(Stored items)

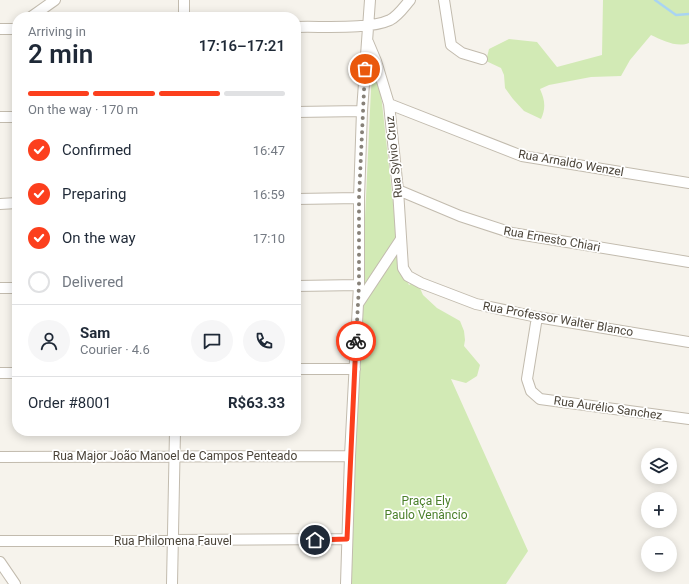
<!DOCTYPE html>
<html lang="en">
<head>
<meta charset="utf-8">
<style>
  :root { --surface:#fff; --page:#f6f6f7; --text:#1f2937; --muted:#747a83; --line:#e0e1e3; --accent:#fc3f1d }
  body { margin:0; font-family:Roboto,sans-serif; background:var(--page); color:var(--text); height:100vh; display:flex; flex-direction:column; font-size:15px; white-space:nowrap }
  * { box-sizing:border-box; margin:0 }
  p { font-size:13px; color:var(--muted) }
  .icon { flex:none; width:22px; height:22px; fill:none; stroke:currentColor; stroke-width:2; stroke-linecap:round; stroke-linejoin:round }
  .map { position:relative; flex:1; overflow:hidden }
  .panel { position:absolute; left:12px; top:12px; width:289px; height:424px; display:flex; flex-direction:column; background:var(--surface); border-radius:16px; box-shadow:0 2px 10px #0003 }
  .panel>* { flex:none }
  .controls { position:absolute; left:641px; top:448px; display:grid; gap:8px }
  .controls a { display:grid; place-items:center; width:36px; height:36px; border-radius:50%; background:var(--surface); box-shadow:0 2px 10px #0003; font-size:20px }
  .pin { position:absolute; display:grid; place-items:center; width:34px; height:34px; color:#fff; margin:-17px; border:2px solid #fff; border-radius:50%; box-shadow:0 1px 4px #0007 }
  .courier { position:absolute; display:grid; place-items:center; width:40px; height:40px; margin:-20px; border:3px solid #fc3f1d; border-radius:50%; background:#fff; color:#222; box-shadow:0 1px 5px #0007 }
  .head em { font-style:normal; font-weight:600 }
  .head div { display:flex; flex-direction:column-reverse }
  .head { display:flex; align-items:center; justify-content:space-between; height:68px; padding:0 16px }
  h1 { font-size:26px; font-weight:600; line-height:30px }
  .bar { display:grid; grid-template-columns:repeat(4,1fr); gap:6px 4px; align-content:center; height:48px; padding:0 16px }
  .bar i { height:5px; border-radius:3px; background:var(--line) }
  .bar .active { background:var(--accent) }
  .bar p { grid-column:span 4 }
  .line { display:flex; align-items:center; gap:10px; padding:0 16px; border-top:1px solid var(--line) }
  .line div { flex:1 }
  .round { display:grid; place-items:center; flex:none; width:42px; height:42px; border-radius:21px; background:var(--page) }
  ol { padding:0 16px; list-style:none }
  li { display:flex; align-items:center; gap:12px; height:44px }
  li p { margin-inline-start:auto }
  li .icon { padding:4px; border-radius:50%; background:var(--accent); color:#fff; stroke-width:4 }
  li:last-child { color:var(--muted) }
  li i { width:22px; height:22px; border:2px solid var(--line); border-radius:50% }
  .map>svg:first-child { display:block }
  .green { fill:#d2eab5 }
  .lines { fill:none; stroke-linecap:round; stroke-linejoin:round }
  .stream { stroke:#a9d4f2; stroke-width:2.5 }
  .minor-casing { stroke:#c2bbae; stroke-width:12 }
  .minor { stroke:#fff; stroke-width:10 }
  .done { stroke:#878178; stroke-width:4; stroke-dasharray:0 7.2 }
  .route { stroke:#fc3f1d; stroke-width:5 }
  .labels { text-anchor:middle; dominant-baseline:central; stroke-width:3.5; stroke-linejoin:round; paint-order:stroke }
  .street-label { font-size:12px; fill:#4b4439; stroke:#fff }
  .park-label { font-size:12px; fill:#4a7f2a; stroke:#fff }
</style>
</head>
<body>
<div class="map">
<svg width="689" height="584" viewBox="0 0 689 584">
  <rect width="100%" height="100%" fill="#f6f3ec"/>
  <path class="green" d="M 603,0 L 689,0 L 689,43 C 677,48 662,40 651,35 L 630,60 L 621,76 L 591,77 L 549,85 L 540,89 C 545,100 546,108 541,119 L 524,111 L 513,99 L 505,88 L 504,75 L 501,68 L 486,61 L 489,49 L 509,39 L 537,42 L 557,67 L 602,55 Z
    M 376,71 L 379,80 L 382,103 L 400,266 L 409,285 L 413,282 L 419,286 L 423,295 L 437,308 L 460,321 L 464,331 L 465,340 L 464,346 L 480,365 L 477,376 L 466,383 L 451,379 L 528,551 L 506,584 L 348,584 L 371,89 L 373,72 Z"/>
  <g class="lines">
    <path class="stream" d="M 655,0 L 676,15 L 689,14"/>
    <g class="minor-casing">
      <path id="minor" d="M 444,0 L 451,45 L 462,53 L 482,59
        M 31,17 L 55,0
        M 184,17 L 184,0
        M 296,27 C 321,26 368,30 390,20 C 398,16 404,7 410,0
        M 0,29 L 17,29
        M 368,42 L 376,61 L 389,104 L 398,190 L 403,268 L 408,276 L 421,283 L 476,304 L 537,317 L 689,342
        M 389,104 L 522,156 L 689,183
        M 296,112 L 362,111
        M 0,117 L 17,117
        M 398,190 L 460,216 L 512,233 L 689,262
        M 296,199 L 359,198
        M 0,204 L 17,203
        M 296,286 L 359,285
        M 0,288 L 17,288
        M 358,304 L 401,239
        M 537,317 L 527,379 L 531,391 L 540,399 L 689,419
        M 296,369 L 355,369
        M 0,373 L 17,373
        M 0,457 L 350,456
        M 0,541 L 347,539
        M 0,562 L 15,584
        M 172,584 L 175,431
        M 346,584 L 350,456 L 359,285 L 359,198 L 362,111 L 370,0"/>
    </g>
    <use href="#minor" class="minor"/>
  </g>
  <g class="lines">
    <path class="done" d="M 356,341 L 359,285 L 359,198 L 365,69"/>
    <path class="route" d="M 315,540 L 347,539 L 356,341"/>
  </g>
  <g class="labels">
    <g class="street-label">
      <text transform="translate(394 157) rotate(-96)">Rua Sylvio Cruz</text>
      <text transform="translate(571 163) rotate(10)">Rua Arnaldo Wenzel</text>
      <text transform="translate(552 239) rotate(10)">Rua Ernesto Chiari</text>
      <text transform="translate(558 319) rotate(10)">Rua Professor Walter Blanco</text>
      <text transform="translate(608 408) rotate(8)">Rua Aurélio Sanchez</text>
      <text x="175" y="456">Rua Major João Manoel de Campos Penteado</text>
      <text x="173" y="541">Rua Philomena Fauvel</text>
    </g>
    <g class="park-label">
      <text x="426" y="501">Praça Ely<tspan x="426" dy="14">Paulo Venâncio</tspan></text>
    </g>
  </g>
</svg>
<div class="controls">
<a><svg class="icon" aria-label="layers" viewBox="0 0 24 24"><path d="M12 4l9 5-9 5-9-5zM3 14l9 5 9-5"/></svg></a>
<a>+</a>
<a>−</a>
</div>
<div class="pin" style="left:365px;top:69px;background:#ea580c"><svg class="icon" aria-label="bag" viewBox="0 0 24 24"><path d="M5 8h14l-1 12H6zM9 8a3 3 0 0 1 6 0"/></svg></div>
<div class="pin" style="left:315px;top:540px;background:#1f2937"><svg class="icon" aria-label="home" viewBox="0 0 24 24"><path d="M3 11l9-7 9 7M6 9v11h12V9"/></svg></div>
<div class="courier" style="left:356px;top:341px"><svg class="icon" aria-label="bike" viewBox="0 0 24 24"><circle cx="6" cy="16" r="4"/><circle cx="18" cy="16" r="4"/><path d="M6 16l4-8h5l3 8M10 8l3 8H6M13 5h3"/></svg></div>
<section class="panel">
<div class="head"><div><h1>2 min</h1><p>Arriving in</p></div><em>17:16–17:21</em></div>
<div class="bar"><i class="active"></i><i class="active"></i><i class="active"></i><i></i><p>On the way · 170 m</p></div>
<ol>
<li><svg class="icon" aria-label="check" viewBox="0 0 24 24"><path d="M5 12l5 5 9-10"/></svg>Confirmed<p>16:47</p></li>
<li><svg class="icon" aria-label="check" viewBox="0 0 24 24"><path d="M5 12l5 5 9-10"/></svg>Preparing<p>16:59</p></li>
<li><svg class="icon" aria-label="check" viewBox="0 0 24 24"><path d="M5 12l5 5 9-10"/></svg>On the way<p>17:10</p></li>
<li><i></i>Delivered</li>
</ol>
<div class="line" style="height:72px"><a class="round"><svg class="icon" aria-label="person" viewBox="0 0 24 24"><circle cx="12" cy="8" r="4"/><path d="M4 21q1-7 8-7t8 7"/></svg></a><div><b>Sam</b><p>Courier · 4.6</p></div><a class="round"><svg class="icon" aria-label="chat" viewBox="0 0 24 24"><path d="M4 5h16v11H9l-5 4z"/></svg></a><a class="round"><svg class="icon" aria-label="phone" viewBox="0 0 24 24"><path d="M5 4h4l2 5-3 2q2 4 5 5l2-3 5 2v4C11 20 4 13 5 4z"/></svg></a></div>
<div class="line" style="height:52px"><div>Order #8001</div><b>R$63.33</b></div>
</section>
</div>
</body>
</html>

WHAT TO DO: Filter the entries down to the lines that include the string "body".

ANSWER TO THIS EXERCISE:
  body { margin:0; font-family:Roboto,sans-serif; background:var(--page); color:var(--text); height:100vh; display:flex; flex-direction:column; font-size:15px; white-space:nowrap }
<body>
</body>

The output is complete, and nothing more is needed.